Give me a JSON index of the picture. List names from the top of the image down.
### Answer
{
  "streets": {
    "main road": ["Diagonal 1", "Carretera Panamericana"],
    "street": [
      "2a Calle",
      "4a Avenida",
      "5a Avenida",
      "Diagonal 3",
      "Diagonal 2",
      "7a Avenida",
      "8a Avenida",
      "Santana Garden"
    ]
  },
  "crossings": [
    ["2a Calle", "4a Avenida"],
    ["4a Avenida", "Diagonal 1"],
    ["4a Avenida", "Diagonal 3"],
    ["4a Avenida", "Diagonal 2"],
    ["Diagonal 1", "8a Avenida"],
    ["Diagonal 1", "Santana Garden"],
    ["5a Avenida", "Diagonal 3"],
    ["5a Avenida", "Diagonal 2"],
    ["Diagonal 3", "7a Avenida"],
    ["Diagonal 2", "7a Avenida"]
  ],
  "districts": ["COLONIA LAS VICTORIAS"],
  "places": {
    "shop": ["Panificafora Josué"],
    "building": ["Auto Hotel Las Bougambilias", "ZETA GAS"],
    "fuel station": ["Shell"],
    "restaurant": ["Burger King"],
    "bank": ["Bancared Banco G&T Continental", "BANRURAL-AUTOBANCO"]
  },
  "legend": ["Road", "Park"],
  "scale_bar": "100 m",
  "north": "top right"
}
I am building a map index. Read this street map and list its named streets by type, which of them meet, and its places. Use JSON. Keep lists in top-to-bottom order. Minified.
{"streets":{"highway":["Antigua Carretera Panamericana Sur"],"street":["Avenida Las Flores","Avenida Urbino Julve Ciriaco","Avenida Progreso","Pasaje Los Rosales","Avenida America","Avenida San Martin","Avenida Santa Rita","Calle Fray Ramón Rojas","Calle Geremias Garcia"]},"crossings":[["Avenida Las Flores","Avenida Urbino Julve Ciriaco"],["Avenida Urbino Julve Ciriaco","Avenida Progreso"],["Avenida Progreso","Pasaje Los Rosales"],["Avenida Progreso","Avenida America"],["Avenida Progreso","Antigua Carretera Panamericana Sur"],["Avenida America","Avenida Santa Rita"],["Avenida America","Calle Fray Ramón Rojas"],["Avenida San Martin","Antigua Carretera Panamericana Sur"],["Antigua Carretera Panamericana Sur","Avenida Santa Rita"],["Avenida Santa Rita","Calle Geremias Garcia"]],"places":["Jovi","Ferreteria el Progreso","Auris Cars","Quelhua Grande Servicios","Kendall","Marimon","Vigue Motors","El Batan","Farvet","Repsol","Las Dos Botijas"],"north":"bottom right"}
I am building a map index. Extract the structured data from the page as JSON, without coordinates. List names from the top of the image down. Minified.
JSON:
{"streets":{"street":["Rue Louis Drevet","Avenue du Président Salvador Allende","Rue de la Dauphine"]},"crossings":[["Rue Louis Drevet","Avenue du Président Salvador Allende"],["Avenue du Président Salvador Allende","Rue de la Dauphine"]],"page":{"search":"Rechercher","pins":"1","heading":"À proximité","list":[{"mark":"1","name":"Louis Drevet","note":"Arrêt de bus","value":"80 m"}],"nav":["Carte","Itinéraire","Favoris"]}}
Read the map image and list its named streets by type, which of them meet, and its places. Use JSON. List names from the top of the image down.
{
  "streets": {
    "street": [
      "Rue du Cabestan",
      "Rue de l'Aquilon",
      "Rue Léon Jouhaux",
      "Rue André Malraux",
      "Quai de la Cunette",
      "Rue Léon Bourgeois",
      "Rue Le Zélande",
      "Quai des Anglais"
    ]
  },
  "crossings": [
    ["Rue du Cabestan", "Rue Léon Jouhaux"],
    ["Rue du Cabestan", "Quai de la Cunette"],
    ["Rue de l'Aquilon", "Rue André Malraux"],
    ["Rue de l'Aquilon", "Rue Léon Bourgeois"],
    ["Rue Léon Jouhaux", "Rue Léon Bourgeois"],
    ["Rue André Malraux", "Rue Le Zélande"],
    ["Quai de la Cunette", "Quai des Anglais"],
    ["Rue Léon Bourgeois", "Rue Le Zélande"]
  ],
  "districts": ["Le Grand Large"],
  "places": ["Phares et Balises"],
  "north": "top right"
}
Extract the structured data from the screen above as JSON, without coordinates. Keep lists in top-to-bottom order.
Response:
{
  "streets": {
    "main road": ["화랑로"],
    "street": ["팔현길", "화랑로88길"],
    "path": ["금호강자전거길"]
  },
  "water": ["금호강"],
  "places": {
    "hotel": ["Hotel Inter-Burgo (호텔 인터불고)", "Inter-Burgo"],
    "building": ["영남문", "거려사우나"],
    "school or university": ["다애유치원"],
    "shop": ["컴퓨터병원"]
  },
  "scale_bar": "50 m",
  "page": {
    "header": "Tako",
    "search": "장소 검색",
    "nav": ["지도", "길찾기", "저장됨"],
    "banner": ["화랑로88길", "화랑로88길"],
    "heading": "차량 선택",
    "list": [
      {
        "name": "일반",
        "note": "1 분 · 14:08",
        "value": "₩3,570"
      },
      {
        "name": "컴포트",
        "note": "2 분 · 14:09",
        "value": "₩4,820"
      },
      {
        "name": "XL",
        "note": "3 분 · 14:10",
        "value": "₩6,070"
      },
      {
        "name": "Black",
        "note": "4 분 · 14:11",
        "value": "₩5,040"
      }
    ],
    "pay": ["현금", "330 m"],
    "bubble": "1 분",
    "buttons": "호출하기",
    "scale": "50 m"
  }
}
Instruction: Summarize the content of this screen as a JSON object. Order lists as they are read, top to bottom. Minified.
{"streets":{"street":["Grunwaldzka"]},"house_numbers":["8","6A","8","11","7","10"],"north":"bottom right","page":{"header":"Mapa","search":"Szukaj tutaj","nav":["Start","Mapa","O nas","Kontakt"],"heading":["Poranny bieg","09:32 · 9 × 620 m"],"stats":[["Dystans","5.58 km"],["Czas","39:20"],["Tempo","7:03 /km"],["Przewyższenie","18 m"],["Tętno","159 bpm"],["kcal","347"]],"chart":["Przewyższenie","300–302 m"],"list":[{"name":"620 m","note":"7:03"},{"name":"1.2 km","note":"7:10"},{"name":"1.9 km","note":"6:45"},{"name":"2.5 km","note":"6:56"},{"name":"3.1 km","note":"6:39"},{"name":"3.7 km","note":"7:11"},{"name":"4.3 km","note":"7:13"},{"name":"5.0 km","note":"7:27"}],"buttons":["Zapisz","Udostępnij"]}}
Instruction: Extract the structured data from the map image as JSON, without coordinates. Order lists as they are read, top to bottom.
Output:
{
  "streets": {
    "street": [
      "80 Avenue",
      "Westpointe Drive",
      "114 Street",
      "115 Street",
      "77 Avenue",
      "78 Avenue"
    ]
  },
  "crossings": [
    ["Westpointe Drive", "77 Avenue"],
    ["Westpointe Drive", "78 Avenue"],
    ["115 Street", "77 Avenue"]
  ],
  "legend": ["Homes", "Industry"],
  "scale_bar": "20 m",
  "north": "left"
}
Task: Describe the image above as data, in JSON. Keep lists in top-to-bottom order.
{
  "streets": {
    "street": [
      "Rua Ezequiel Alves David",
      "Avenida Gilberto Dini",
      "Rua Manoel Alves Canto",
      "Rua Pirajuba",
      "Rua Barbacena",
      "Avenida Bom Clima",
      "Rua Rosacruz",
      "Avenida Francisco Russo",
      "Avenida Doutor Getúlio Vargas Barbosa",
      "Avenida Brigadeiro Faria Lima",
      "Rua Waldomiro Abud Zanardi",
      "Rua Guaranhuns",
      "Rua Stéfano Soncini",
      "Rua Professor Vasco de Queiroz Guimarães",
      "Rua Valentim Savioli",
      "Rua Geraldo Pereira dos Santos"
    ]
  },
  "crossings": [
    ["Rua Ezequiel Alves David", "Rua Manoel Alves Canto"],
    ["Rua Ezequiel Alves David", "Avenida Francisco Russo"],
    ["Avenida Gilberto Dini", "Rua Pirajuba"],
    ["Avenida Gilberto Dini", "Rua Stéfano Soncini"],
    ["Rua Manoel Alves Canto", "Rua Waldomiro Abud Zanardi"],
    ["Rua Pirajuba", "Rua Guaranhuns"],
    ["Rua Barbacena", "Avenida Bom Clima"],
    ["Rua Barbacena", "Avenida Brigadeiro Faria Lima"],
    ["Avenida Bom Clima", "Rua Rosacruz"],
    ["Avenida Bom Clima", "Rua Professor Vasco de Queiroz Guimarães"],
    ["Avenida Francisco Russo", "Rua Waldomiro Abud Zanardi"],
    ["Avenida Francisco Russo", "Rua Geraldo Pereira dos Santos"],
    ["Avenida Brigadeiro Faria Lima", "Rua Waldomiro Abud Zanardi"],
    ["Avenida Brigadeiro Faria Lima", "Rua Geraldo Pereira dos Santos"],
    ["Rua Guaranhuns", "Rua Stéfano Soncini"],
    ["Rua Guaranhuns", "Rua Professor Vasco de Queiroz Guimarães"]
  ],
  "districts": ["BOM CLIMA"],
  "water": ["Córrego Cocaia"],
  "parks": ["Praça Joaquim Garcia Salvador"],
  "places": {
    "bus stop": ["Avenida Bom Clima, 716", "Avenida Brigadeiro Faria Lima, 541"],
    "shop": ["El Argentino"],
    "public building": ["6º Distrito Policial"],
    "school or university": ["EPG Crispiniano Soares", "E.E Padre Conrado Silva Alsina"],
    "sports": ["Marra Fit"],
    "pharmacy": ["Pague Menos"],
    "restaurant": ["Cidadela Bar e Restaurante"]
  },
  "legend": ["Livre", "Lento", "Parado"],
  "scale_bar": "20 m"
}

....

• Your assignment
Filter the entries by the string "Vasco" and copy each matching line.

• Reply to the task
      "Rua Professor Vasco de Queiroz Guimarães",
    ["Avenida Bom Clima", "Rua Professor Vasco de Queiroz Guimarães"],
    ["Rua Guaranhuns", "Rua Professor Vasco de Queiroz Guimarães"]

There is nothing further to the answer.